> [Exercise prompt]: What is the count of lines in the records that include "Mühligweg"? Reply with that number alone.

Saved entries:

* * *

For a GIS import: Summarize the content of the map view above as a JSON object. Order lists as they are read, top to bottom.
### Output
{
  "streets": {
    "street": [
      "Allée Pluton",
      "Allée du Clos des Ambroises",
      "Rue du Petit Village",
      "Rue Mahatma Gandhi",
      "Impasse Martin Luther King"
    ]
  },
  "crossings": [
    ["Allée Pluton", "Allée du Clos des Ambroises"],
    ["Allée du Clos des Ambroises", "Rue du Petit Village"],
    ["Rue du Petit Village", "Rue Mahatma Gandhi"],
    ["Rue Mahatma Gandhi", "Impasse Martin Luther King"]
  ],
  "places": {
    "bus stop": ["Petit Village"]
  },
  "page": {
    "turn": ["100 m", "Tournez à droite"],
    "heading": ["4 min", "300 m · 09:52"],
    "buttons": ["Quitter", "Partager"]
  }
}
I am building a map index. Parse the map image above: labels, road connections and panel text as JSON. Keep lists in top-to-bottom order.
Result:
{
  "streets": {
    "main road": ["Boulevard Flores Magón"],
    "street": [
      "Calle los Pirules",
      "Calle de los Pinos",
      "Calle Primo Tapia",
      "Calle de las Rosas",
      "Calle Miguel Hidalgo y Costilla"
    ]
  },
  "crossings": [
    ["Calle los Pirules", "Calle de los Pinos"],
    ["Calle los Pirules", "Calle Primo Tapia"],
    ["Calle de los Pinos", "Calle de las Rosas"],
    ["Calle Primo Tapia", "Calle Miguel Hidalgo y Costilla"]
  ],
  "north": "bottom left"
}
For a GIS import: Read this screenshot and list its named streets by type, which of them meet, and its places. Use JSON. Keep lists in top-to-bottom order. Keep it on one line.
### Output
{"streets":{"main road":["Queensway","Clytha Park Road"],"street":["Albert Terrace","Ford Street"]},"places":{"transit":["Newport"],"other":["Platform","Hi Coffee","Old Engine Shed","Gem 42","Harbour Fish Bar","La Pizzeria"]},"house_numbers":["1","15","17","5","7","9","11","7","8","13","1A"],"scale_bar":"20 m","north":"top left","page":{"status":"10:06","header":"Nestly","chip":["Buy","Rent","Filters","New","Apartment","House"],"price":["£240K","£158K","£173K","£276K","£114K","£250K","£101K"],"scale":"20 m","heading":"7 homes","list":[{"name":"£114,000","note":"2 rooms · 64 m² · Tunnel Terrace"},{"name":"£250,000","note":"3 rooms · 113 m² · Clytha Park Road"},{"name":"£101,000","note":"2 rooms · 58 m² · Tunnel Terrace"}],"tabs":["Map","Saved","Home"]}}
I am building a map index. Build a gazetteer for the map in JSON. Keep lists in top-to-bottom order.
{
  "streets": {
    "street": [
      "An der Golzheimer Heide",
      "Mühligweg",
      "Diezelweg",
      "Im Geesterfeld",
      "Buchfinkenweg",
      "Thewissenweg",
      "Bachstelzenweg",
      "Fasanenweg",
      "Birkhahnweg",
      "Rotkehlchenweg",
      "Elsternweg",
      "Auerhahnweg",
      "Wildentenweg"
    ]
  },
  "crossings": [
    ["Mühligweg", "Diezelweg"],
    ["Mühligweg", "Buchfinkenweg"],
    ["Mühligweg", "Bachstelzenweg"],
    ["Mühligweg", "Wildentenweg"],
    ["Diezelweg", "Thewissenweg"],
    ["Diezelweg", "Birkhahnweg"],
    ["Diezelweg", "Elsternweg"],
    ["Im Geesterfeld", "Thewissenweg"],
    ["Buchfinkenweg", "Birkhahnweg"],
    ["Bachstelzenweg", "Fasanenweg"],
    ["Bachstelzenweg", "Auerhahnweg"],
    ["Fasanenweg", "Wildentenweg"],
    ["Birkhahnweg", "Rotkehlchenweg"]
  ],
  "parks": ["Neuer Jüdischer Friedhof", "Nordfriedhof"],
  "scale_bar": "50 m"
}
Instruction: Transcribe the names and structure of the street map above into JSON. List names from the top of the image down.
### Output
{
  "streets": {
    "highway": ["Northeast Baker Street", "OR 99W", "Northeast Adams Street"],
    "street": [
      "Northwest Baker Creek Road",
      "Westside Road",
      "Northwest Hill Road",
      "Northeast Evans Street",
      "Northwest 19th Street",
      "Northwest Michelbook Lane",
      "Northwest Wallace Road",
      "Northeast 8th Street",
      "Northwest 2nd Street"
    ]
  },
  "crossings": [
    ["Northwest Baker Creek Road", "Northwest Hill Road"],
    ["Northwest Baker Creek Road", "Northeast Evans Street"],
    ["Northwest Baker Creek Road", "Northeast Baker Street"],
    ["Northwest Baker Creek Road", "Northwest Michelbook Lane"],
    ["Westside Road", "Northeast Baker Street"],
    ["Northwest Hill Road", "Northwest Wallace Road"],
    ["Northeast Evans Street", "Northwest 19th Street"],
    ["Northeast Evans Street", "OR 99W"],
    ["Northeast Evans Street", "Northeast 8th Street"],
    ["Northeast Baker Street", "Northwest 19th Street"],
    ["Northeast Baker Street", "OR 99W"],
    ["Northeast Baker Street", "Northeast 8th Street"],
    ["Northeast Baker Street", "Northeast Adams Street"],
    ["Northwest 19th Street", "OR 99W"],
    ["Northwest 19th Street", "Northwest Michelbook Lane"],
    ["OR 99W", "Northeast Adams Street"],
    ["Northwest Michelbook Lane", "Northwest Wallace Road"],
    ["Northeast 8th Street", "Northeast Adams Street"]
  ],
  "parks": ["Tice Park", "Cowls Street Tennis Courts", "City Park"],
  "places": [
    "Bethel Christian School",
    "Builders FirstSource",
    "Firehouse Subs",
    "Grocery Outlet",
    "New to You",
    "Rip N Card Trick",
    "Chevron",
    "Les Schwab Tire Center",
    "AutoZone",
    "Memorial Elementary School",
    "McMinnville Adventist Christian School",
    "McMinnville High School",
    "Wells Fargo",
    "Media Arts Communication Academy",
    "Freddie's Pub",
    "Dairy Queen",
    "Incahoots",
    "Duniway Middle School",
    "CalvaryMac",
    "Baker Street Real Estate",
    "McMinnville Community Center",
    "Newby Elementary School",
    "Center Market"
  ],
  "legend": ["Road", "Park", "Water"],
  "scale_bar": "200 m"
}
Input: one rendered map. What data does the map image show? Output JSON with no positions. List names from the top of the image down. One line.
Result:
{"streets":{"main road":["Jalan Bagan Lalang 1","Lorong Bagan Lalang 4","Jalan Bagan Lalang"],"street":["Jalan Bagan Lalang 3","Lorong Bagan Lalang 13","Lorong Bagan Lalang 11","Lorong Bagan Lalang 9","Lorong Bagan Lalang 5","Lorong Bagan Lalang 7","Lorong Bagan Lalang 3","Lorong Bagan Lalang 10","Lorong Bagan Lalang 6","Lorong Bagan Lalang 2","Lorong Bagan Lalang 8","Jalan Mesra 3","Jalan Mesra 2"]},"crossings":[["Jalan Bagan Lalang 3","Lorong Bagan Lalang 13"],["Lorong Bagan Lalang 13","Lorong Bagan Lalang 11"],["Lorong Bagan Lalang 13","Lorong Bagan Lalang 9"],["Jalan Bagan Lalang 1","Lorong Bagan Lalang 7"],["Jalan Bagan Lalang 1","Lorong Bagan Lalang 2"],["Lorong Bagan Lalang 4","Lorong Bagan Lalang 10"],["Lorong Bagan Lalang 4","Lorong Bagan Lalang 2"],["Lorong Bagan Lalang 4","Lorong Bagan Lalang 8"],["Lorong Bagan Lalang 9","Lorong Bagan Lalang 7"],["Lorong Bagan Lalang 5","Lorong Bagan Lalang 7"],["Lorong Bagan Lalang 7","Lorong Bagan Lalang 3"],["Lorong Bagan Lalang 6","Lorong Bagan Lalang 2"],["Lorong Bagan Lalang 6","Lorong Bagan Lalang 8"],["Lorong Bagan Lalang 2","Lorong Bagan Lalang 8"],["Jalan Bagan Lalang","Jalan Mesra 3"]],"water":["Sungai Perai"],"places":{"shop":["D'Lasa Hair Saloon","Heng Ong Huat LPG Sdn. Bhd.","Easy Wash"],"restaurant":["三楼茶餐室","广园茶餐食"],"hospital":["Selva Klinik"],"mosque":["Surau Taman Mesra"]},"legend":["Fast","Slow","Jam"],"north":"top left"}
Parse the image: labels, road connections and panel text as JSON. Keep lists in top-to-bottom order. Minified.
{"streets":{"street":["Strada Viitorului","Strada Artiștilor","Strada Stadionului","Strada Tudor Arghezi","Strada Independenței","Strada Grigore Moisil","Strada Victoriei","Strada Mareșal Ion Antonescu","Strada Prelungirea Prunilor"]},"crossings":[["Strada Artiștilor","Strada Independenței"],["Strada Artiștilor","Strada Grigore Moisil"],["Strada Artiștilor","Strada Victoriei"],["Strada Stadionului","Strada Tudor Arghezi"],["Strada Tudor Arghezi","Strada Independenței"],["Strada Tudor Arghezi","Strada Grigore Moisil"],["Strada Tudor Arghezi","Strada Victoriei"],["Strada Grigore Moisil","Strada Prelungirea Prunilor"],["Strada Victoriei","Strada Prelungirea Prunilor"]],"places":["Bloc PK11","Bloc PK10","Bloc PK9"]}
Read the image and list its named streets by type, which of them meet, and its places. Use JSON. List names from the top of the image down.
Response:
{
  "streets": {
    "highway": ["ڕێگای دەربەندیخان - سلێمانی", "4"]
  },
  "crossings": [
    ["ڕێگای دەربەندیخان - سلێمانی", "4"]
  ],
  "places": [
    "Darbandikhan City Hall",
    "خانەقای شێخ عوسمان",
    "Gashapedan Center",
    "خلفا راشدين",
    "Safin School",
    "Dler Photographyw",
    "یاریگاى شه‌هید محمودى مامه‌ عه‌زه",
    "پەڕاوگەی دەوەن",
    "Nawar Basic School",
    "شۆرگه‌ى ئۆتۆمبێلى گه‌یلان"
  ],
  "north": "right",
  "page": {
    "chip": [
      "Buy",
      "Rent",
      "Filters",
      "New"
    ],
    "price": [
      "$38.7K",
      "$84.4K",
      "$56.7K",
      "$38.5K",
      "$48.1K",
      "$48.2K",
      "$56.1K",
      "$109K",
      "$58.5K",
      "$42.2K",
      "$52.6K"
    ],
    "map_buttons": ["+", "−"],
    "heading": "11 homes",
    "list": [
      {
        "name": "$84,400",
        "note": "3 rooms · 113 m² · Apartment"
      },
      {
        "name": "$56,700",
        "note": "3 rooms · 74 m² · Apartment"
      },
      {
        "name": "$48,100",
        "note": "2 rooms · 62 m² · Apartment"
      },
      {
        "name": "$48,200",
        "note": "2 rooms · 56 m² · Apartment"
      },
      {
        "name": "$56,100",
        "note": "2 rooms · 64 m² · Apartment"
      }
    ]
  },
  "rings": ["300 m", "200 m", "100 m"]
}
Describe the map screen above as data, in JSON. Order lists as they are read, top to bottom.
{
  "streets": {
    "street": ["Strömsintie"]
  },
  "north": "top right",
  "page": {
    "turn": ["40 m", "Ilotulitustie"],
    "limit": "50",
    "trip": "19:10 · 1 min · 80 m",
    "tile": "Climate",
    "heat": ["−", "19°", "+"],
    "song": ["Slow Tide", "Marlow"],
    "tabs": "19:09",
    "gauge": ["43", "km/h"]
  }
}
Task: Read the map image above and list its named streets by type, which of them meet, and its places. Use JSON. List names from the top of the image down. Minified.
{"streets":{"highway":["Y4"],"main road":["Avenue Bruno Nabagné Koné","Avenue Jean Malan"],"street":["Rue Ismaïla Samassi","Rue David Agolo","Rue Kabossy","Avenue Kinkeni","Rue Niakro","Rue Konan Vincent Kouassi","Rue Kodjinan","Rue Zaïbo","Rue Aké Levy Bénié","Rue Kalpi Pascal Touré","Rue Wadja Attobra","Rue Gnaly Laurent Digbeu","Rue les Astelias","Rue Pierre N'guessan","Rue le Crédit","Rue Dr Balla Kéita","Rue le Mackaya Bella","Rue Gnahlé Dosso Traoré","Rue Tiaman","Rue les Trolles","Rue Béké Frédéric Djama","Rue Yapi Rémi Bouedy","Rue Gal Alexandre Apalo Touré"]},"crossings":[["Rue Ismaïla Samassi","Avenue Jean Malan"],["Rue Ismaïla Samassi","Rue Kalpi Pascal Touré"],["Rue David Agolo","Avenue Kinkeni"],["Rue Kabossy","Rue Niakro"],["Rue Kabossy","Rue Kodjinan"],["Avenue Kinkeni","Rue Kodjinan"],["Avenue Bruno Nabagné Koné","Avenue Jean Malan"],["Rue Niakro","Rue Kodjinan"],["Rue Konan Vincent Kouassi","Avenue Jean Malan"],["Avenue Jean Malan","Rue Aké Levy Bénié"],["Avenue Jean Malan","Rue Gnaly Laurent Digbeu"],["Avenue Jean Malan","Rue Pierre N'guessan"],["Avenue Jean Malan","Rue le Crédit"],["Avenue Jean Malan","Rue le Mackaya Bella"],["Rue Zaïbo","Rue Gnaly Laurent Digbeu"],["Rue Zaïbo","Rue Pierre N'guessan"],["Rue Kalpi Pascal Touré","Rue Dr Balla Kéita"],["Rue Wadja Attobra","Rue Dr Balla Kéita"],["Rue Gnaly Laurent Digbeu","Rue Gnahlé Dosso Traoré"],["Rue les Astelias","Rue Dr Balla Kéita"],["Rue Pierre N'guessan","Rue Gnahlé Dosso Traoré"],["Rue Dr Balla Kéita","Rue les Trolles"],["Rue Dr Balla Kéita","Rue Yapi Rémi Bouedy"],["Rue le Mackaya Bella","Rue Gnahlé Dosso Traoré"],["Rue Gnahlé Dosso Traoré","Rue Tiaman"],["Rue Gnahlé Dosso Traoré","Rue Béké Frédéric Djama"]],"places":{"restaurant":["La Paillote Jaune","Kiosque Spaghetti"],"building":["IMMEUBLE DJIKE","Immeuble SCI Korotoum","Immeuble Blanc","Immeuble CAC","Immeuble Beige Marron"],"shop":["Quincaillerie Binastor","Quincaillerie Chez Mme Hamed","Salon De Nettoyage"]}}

* * *

> [Result]: 5